- Born: Soviet Union
- Known for: IBM Kerberos, IBM FTP and NTP, Executive
- Awards: two IBM CEO Outstanding Technical Achievement Awards, 1990 and 1992

= Galina Kofman =

Russian-American computer programmer and executive

Galina Kofman is a computer scientist and business executive. She was the author of the Kerberos protocol for various IBM systems. Kofman also authored FTP for IBM VM/CMS and OS/2. She received two IBM CEO Outstanding Technical Achievements awards and holds a patent on grid applications. Kofman is an executive at Recyclebank, a green company that rewards people for recycling.

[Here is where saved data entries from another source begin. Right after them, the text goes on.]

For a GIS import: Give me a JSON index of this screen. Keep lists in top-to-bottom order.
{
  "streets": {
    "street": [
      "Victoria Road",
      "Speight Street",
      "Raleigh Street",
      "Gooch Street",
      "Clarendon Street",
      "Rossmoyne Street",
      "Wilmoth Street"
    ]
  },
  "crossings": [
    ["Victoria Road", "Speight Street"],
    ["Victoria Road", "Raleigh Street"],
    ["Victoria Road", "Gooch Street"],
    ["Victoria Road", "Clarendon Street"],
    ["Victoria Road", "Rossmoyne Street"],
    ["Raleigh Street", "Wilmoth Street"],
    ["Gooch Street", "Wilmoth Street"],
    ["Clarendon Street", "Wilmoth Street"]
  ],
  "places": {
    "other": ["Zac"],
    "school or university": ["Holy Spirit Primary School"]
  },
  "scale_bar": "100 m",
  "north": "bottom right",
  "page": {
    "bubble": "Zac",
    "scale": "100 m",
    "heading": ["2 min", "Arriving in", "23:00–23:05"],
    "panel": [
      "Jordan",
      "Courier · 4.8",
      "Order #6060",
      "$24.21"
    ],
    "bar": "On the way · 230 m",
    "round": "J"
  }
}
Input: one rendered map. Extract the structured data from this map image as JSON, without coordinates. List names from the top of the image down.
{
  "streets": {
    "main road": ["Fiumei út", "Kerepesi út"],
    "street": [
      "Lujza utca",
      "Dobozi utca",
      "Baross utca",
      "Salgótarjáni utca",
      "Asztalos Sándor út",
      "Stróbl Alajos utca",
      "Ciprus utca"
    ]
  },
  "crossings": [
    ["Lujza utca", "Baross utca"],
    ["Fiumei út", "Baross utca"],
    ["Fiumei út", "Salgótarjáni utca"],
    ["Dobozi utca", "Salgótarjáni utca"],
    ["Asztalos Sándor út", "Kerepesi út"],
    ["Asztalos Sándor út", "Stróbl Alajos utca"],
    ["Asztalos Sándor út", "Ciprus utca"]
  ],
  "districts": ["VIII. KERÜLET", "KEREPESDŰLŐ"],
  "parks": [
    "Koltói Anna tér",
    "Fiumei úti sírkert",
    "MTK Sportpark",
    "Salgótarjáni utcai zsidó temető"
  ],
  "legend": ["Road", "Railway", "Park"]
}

== Career at IBM Research ==
While a researcher at Thomas Watson Research Center, Galina Kofman worked in the group of Barry Appelman, a significant Internet notable and the inventor of instant messaging. Kofman was active in Internet protocols development and specifically in TCP/IP since 1983 with her first project of RLSS, a remote login system that was a predecessor of Telnet at IBM. Appelman's group as a whole proved critical in IBM's early embrace of the Internet despite having a competing family of protocols, Systems Network Architecture. Kofman authored Kerberos for OS/2, VM/CMS and AIX. She also authored FTP client and server for VM/CMS and OS/2. Kofman also authored Network Time Protocol for various IBM operating systems. Kofman also was active in algorithms related to processing unstructured text. Kofman was the program manager and the main developer of IBM Magic system in 2006 According to Recyclebank press release, Galina Kofman received 2 IBM CEO Outstanding achievement awards, one in 1990 and another in 1992.

== Career after IBM ==
Galina Kofman is currently an executive at Recyclebank, a green company.